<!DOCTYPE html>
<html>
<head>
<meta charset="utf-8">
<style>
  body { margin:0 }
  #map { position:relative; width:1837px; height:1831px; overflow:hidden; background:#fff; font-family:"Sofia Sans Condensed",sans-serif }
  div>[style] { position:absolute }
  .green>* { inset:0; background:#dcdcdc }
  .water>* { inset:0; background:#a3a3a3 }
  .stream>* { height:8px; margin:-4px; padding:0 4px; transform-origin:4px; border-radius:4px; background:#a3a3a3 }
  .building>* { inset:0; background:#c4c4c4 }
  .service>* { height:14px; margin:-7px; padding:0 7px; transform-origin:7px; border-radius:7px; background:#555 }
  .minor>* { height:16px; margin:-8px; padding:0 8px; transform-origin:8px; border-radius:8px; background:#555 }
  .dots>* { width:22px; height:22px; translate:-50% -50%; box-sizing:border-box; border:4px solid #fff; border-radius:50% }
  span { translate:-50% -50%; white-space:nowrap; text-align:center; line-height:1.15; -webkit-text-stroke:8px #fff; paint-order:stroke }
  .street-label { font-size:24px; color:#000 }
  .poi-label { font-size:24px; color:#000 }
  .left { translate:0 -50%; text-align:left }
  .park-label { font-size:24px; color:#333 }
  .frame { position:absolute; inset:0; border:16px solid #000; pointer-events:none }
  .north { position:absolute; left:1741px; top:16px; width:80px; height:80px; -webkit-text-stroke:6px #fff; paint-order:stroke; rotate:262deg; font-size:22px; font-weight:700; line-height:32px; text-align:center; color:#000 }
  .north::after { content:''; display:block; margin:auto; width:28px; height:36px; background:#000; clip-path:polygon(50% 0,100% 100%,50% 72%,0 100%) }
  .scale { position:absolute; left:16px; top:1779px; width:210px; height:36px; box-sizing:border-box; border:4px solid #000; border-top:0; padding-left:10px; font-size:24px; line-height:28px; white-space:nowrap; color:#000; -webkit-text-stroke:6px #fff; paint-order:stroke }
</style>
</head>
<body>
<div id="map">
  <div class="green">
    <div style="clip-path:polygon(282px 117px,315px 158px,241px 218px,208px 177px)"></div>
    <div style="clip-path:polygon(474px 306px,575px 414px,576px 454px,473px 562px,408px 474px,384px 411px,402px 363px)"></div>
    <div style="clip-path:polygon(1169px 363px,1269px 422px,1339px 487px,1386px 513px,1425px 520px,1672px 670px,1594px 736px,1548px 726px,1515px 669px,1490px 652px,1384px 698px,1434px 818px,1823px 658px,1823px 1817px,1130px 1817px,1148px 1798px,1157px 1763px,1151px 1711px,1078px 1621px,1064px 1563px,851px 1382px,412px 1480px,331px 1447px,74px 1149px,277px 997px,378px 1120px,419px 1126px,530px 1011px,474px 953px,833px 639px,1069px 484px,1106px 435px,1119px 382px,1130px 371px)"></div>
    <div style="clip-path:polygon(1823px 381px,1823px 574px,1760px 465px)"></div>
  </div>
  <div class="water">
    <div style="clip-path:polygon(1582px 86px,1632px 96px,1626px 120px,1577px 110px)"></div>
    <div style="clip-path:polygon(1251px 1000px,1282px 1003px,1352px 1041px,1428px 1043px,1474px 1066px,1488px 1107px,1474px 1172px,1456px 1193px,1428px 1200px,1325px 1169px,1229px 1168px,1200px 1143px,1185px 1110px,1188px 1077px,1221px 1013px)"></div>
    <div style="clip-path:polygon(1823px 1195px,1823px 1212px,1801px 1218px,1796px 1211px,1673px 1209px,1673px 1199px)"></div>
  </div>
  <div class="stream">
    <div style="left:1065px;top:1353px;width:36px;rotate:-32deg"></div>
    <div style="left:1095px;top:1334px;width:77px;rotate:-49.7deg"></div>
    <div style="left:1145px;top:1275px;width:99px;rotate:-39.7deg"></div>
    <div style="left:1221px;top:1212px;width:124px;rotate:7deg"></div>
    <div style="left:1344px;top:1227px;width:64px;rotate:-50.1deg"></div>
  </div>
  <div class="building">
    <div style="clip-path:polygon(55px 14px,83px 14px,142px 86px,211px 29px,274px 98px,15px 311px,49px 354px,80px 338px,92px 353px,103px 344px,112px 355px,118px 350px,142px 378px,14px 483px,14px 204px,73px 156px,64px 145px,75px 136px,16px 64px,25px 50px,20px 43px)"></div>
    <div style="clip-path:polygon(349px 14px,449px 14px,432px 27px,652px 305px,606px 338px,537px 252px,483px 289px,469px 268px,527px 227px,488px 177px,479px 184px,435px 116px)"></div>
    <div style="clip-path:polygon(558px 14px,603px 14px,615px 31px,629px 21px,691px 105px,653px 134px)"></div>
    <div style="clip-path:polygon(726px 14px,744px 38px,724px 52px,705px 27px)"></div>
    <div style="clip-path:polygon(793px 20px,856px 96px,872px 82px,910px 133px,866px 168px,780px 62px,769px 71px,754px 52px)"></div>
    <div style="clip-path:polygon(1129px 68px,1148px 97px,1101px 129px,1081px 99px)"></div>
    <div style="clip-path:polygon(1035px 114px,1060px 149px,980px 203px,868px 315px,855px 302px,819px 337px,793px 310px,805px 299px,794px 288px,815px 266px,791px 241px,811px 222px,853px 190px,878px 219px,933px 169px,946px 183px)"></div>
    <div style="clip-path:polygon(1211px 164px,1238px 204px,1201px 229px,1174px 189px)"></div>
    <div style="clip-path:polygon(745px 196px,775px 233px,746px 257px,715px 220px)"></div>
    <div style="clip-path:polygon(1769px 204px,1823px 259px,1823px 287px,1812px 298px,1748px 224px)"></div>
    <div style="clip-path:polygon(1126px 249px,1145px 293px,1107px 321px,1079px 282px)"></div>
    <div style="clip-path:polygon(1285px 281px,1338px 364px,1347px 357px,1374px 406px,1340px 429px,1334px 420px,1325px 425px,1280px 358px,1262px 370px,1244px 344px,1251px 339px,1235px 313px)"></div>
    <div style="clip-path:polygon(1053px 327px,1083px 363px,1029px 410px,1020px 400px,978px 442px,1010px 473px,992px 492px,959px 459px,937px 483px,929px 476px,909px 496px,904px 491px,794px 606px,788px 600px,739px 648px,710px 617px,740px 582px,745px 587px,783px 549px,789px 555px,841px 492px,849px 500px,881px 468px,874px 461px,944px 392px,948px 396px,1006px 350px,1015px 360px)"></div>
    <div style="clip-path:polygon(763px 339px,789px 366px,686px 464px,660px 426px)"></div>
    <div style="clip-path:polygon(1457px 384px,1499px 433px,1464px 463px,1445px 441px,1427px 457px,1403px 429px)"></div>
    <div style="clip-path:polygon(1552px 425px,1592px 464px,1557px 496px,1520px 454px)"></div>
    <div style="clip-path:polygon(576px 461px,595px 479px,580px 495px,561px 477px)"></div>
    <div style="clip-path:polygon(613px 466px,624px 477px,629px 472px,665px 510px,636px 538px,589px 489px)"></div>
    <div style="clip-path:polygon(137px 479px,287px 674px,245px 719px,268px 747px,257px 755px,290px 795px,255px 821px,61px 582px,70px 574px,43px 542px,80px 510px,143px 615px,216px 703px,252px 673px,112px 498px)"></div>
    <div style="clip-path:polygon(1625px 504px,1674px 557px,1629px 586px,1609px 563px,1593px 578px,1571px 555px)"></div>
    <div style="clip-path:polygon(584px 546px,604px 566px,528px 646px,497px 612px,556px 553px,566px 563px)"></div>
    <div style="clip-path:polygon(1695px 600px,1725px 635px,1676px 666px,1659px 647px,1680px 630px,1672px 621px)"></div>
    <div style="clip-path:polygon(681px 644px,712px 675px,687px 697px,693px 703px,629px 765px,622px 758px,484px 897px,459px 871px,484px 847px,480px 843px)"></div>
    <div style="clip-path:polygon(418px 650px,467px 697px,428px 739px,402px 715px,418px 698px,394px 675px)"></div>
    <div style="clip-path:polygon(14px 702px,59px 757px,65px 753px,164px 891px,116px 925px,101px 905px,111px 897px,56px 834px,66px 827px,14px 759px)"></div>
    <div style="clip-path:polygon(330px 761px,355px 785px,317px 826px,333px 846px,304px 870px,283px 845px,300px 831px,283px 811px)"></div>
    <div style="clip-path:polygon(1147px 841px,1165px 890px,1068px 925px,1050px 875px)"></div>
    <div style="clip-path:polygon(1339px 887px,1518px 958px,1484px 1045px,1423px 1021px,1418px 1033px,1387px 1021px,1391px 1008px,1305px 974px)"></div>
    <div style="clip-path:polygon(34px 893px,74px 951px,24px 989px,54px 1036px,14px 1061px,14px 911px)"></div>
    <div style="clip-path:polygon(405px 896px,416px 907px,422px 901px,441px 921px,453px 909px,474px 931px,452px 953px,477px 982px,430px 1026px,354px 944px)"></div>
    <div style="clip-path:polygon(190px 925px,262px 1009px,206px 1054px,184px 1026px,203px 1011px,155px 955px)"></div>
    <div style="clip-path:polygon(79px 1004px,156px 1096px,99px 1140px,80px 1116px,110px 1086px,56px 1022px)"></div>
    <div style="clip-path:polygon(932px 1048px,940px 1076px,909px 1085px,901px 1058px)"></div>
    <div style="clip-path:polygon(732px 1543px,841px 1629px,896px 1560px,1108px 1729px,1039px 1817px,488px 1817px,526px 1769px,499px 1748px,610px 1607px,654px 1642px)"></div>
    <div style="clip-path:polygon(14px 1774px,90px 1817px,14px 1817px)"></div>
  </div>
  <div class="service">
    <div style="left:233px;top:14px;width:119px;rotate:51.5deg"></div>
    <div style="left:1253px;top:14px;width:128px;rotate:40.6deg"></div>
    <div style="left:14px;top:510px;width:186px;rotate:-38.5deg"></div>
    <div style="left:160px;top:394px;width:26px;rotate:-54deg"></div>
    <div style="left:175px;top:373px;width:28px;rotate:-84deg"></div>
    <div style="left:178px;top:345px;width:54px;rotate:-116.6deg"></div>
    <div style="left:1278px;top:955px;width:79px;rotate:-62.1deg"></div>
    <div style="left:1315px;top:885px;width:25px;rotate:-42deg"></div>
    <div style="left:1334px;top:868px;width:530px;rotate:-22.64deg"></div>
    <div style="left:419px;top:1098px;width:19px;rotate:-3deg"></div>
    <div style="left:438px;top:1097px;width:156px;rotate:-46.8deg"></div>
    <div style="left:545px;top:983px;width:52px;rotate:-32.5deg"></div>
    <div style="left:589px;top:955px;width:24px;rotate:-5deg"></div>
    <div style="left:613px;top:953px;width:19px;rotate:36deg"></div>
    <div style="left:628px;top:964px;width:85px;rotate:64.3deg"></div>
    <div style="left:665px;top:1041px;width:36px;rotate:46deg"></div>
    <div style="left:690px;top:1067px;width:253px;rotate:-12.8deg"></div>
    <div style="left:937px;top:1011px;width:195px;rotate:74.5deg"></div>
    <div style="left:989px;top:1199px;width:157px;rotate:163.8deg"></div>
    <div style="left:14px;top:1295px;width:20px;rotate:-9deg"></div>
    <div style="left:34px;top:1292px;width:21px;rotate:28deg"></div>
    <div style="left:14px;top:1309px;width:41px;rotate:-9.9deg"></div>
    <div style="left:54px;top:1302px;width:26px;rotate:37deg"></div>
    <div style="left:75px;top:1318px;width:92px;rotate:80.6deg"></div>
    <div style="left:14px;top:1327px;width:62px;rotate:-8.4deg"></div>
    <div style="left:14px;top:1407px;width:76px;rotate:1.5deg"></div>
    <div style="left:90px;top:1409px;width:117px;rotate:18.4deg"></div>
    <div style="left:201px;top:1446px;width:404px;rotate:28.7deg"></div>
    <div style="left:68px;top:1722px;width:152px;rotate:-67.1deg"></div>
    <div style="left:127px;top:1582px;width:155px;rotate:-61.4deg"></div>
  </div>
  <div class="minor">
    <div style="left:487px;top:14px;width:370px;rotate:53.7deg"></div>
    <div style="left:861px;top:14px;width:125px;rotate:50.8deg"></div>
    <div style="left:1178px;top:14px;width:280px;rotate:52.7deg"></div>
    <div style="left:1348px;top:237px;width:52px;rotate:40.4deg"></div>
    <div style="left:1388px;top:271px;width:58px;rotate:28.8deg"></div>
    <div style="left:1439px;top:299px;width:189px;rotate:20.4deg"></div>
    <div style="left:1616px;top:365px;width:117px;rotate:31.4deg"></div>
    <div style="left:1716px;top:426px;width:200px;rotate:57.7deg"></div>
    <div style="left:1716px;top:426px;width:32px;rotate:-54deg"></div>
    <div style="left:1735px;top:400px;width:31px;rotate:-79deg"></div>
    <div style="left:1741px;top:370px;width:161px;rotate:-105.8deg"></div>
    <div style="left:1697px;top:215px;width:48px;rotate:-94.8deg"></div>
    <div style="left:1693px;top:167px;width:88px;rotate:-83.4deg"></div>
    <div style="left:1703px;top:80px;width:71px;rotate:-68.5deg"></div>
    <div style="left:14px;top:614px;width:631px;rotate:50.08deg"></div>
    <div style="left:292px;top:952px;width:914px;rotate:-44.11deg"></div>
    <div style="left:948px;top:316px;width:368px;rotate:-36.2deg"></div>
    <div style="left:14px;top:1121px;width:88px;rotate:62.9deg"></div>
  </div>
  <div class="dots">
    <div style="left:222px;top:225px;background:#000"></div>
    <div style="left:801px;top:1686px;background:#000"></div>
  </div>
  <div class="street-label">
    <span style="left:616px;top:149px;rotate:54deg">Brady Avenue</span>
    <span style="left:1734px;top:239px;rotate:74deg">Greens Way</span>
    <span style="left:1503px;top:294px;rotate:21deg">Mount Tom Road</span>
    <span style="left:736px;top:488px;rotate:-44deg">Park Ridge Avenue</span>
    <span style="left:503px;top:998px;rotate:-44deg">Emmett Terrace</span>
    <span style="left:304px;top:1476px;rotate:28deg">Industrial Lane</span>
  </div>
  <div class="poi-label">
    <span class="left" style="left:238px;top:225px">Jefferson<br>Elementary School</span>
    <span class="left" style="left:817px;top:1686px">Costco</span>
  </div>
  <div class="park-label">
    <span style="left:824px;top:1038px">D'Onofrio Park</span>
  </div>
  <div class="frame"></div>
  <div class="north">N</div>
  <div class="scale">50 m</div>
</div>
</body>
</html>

- What you should do -
Exact copies of the lines from the start of the data up to the line holding "height:8px; margin:-4px; padding:0", both included, are all that is needed.

- Answer for this exercise -
<!DOCTYPE html>
<html>
<head>
<meta charset="utf-8">
<style>
  body { margin:0 }
  #map { position:relative; width:1837px; height:1831px; overflow:hidden; background:#fff; font-family:"Sofia Sans Condensed",sans-serif }
  div>[style] { position:absolute }
  .green>* { inset:0; background:#dcdcdc }
  .water>* { inset:0; background:#a3a3a3 }
  .stream>* { height:8px; margin:-4px; padding:0 4px; transform-origin:4px; border-radius:4px; background:#a3a3a3 }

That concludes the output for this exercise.